• _Data for processing_
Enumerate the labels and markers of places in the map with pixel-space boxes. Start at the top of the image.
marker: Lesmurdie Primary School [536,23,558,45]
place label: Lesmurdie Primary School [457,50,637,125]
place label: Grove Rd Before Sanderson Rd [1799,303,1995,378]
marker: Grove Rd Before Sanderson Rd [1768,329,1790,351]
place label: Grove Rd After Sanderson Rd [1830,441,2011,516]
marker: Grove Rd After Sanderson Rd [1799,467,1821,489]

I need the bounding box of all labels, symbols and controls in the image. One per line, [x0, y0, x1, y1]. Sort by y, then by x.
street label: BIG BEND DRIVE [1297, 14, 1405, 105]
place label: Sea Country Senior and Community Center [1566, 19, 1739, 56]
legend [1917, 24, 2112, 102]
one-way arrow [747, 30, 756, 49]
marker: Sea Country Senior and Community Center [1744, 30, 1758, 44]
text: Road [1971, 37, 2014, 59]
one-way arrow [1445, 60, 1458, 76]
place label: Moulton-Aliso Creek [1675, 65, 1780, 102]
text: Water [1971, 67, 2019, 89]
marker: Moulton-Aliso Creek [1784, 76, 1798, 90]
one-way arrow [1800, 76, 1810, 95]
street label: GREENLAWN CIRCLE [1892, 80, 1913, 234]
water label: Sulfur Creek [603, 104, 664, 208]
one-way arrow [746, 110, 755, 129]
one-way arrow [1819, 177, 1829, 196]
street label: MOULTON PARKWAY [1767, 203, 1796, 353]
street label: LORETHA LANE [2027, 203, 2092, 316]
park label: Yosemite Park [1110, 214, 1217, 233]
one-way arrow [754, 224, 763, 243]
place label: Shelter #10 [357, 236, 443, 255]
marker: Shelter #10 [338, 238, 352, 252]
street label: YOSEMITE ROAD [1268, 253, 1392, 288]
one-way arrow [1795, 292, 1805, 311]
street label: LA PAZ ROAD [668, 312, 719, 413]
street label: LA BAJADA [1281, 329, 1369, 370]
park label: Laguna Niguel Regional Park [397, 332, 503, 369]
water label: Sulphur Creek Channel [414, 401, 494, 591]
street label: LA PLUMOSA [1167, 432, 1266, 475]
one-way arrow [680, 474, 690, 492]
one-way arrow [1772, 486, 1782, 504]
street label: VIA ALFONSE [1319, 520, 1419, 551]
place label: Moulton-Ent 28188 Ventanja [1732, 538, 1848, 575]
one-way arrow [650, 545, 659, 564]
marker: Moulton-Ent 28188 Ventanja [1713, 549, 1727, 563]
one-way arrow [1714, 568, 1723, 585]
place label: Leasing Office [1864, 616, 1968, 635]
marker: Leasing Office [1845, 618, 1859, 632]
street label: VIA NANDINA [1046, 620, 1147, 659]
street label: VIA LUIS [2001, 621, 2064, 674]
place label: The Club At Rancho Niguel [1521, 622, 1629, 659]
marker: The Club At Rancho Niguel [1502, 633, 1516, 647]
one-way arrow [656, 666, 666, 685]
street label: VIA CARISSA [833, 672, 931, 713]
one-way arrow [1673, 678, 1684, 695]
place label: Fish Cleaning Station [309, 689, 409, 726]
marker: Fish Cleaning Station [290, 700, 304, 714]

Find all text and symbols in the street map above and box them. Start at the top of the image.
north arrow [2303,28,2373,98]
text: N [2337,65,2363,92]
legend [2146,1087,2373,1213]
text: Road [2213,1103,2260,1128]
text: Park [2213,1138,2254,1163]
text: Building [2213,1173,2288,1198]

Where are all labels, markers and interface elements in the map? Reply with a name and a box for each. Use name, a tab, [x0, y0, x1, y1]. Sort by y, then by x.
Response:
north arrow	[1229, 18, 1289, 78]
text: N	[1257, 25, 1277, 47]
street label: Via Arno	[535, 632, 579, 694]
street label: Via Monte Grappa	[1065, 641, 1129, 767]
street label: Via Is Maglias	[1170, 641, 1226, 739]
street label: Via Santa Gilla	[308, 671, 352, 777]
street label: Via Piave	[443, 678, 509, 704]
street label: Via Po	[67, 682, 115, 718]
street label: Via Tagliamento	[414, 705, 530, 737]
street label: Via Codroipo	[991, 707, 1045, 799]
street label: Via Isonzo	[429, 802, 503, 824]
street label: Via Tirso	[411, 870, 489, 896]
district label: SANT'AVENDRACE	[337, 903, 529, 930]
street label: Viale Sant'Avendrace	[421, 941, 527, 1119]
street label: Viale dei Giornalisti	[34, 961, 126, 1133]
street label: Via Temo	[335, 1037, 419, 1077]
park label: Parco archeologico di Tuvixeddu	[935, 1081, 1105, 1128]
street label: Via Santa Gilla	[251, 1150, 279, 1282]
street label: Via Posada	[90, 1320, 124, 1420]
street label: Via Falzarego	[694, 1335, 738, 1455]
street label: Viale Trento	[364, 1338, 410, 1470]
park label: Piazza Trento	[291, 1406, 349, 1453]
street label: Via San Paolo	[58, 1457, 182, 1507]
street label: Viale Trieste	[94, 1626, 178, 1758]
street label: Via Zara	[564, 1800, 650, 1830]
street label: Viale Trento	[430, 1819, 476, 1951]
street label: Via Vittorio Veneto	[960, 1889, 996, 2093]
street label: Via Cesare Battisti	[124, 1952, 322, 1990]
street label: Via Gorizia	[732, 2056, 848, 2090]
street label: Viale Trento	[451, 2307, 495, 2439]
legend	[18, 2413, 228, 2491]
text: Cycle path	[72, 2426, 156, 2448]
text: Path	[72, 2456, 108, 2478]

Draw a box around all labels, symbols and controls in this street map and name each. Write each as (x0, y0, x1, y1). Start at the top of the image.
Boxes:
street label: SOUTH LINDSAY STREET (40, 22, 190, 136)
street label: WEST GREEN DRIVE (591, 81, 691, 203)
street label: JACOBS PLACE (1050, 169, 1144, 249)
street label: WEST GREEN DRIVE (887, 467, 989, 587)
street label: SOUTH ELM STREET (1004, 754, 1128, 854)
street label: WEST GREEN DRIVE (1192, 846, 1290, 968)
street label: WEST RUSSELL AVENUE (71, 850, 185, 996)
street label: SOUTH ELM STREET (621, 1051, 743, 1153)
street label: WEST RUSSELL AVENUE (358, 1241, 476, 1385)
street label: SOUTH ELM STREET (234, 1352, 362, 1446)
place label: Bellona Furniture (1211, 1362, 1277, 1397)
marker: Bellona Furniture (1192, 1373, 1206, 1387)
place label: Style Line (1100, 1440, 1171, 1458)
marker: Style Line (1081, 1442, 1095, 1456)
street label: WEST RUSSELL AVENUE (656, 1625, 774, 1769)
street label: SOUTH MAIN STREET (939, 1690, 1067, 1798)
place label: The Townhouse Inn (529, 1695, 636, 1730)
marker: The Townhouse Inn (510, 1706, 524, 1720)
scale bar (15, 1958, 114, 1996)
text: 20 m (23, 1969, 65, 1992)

• _Problem_
With the first line being the one containing "Where are all" and the last line the one containing "Draw a box around", transcribe exactly the lines above that fall in that range.

• _Exercise answer_
Where are all labels, markers and interface elements in the map? Reply with a name and a box for each. Use name, a tab, [x0, y0, x1, y1]. Sort by y, then by x.
Response:
north arrow	[1229, 18, 1289, 78]
text: N	[1257, 25, 1277, 47]
street label: Via Arno	[535, 632, 579, 694]
street label: Via Monte Grappa	[1065, 641, 1129, 767]
street label: Via Is Maglias	[1170, 641, 1226, 739]
street label: Via Santa Gilla	[308, 671, 352, 777]
street label: Via Piave	[443, 678, 509, 704]
street label: Via Po	[67, 682, 115, 718]
street label: Via Tagliamento	[414, 705, 530, 737]
street label: Via Codroipo	[991, 707, 1045, 799]
street label: Via Isonzo	[429, 802, 503, 824]
street label: Via Tirso	[411, 870, 489, 896]
district label: SANT'AVENDRACE	[337, 903, 529, 930]
street label: Viale Sant'Avendrace	[421, 941, 527, 1119]
street label: Viale dei Giornalisti	[34, 961, 126, 1133]
street label: Via Temo	[335, 1037, 419, 1077]
park label: Parco archeologico di Tuvixeddu	[935, 1081, 1105, 1128]
street label: Via Santa Gilla	[251, 1150, 279, 1282]
street label: Via Posada	[90, 1320, 124, 1420]
street label: Via Falzarego	[694, 1335, 738, 1455]
street label: Viale Trento	[364, 1338, 410, 1470]
park label: Piazza Trento	[291, 1406, 349, 1453]
street label: Via San Paolo	[58, 1457, 182, 1507]
street label: Viale Trieste	[94, 1626, 178, 1758]
street label: Via Zara	[564, 1800, 650, 1830]
street label: Viale Trento	[430, 1819, 476, 1951]
street label: Via Vittorio Veneto	[960, 1889, 996, 2093]
street label: Via Cesare Battisti	[124, 1952, 322, 1990]
street label: Via Gorizia	[732, 2056, 848, 2090]
street label: Viale Trento	[451, 2307, 495, 2439]
legend	[18, 2413, 228, 2491]
text: Cycle path	[72, 2426, 156, 2448]
text: Path	[72, 2456, 108, 2478]

Draw a box around all labels, symbols and controls in this street map and name each. Write each as (x0, y0, x1, y1). Start at the top of the image.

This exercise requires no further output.